What to work on
Start at the line with "height:24px; margin:-12px; padding:0" in the records below, stop at the line with "position:absolute; left:32px; top:1564px;", and return every line in that span exactly, the two end lines included.
[[ Study material open ]]
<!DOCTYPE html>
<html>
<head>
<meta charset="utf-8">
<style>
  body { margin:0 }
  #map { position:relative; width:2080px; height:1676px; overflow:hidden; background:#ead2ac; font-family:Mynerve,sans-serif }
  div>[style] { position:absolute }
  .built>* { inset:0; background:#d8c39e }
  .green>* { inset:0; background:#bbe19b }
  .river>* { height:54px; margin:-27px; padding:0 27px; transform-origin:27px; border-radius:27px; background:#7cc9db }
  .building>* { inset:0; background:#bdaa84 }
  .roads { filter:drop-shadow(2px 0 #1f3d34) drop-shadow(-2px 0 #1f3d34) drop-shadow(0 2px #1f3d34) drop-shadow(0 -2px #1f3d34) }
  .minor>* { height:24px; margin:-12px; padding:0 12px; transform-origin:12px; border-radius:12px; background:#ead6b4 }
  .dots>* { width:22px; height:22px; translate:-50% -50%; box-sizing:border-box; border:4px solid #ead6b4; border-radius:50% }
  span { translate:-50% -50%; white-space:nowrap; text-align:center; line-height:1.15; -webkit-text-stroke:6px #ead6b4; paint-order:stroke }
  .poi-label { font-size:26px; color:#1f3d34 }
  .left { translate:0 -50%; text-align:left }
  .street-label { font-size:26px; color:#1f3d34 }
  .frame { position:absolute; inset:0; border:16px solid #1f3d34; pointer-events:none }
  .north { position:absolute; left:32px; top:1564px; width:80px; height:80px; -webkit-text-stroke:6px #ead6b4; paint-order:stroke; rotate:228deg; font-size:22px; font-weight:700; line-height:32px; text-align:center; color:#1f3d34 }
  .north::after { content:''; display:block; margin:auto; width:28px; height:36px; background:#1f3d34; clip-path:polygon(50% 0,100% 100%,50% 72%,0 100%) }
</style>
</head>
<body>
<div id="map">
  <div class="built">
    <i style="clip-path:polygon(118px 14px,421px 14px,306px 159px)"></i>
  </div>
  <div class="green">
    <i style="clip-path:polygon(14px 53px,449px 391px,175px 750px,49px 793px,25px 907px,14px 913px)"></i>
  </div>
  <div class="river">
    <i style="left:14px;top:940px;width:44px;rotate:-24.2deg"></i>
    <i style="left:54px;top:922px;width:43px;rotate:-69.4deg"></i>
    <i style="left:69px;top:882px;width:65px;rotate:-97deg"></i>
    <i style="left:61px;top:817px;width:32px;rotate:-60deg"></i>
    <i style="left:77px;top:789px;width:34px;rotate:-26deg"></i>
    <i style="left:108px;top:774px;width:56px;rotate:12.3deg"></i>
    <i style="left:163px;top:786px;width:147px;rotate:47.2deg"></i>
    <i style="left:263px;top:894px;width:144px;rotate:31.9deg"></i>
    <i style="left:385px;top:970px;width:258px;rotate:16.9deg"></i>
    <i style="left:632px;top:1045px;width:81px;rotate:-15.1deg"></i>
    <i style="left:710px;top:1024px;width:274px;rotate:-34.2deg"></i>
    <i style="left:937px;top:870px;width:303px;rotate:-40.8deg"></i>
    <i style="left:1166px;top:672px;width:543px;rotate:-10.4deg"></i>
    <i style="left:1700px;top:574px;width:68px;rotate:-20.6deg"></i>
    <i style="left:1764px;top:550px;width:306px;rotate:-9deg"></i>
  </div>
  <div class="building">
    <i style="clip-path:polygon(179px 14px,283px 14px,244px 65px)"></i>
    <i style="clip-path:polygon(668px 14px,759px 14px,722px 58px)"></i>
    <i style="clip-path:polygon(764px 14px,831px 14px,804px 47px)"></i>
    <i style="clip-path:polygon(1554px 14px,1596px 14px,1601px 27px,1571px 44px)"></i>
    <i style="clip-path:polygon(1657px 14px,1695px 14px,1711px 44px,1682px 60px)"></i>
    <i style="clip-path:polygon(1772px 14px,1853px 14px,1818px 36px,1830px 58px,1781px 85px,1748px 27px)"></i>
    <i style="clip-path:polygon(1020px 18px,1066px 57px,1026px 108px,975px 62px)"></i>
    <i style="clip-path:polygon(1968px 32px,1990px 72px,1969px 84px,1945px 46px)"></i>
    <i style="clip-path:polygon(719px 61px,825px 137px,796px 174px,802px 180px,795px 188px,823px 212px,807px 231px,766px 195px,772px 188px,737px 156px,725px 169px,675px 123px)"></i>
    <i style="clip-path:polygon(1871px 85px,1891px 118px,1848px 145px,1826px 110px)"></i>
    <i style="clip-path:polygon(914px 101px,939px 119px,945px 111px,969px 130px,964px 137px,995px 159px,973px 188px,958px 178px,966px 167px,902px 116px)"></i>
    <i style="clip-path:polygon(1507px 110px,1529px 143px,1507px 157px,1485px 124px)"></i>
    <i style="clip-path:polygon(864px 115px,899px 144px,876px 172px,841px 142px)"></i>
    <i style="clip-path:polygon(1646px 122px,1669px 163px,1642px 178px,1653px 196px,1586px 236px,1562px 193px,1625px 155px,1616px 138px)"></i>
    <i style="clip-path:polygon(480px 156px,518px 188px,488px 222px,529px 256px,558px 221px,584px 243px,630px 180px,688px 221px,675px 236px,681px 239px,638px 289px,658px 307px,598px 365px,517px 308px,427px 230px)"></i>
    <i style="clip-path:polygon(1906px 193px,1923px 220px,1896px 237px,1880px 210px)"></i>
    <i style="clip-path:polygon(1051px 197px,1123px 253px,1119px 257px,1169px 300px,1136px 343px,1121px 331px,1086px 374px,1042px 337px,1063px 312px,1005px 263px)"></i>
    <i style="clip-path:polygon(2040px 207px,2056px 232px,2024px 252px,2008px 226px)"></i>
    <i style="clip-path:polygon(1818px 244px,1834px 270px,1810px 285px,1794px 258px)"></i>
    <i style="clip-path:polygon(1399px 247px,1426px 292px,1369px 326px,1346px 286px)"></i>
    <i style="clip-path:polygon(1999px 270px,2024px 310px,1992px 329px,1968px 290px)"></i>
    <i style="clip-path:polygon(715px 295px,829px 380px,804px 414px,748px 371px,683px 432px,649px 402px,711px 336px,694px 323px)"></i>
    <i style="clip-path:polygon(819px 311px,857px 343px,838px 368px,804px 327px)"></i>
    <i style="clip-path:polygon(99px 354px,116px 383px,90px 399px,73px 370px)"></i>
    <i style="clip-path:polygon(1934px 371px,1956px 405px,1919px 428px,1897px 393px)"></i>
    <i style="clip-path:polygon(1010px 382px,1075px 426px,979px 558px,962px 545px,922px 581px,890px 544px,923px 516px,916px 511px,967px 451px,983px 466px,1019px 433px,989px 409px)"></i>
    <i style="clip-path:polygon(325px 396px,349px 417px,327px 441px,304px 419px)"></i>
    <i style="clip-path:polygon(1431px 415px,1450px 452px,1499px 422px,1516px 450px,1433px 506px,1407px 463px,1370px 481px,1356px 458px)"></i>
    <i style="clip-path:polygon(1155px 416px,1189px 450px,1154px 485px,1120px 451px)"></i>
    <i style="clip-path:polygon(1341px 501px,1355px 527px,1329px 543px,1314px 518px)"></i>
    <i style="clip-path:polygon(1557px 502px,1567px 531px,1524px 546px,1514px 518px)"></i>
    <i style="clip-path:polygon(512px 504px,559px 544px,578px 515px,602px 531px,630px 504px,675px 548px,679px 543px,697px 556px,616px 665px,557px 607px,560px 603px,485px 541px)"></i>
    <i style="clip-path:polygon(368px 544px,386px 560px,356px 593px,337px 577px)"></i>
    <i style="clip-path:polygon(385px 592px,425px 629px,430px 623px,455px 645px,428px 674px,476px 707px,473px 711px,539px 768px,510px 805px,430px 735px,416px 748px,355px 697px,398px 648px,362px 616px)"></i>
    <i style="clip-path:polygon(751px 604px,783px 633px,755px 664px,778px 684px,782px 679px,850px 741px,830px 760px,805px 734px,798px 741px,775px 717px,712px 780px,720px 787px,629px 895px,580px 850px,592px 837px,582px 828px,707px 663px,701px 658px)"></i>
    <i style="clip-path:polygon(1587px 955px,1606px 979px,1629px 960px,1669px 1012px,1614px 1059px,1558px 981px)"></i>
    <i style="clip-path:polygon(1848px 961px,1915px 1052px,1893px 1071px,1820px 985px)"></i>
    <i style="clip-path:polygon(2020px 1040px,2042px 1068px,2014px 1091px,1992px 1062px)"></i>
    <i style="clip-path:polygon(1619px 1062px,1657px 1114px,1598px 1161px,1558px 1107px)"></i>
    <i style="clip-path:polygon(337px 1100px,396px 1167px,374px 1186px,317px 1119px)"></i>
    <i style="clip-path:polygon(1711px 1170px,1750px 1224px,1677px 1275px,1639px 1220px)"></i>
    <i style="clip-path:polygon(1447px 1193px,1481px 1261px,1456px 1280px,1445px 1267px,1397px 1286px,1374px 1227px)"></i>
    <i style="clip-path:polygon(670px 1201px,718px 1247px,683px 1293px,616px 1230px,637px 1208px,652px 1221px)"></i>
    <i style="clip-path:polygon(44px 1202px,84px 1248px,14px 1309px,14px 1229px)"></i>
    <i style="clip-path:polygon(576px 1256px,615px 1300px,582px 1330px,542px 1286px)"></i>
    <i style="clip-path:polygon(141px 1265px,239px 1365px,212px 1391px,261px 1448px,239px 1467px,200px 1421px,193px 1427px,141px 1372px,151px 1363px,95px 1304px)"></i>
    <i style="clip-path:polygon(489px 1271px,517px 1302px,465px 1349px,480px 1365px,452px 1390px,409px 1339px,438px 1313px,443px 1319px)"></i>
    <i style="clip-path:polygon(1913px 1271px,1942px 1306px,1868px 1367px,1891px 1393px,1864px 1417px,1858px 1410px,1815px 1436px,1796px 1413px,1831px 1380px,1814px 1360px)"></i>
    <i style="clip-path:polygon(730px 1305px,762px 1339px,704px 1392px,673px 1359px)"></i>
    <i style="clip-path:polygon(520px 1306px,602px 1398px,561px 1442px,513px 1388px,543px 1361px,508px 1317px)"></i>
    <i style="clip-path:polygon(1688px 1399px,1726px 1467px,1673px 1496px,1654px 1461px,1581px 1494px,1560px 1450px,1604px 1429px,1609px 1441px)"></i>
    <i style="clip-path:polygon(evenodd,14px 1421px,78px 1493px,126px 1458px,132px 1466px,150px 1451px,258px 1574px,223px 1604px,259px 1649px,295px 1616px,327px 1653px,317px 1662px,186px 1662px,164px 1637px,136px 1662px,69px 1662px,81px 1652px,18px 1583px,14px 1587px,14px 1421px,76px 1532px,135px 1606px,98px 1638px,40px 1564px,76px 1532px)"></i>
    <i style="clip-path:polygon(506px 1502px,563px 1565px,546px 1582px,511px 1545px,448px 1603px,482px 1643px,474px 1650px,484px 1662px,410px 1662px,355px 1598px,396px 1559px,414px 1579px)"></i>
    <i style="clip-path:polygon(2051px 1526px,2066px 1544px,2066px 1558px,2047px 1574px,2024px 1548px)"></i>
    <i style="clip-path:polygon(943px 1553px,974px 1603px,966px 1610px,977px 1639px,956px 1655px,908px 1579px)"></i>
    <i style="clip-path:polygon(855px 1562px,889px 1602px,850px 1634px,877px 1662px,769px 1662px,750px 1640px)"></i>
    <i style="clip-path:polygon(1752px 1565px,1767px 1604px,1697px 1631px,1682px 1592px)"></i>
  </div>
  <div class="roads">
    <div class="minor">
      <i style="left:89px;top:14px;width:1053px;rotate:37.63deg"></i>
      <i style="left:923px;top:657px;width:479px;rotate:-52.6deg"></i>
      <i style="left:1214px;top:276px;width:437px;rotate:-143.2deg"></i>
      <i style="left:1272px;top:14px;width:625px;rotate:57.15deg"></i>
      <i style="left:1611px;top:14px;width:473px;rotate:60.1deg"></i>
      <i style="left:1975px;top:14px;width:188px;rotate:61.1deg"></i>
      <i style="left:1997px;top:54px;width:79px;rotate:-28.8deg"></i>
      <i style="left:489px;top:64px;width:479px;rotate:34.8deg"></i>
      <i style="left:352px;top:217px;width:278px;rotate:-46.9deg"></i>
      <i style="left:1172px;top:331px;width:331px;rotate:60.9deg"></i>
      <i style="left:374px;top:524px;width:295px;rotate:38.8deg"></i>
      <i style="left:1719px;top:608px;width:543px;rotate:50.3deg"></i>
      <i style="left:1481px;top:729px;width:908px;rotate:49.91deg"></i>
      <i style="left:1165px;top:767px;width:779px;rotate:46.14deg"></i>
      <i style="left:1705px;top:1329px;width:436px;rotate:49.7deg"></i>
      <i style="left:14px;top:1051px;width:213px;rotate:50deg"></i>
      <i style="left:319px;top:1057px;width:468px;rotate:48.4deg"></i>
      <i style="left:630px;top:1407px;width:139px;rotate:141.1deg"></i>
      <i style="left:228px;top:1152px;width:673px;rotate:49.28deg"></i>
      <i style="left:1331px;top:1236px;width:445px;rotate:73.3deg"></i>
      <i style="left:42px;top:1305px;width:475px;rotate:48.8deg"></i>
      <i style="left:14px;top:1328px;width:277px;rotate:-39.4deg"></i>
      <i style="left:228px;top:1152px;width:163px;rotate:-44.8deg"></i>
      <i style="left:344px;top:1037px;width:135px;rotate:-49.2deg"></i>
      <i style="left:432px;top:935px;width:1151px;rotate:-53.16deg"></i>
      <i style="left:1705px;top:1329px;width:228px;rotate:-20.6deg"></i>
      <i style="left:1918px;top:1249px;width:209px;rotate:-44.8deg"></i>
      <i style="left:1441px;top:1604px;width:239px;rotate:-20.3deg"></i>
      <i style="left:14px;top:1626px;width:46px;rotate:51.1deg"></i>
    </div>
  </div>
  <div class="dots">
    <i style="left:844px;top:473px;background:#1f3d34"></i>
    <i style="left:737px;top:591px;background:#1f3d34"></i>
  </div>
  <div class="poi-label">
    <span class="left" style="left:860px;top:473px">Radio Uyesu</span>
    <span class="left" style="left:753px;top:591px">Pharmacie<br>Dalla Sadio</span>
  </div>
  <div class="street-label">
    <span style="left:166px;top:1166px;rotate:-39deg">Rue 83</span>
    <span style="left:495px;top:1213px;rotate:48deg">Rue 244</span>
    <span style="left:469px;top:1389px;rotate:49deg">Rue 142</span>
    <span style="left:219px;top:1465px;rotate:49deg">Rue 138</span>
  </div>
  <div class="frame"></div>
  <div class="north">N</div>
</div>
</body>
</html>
[[ Study material closed ]]
Solution for this exercise
  .minor>* { height:24px; margin:-12px; padding:0 12px; transform-origin:12px; border-radius:12px; background:#ead6b4 }
  .dots>* { width:22px; height:22px; translate:-50% -50%; box-sizing:border-box; border:4px solid #ead6b4; border-radius:50% }
  span { translate:-50% -50%; white-space:nowrap; text-align:center; line-height:1.15; -webkit-text-stroke:6px #ead6b4; paint-order:stroke }
  .poi-label { font-size:26px; color:#1f3d34 }
  .left { translate:0 -50%; text-align:left }
  .street-label { font-size:26px; color:#1f3d34 }
  .frame { position:absolute; inset:0; border:16px solid #1f3d34; pointer-events:none }
  .north { position:absolute; left:32px; top:1564px; width:80px; height:80px; -webkit-text-stroke:6px #ead6b4; paint-order:stroke; rotate:228deg; font-size:22px; font-weight:700; line-height:32px; text-align:center; color:#1f3d34 }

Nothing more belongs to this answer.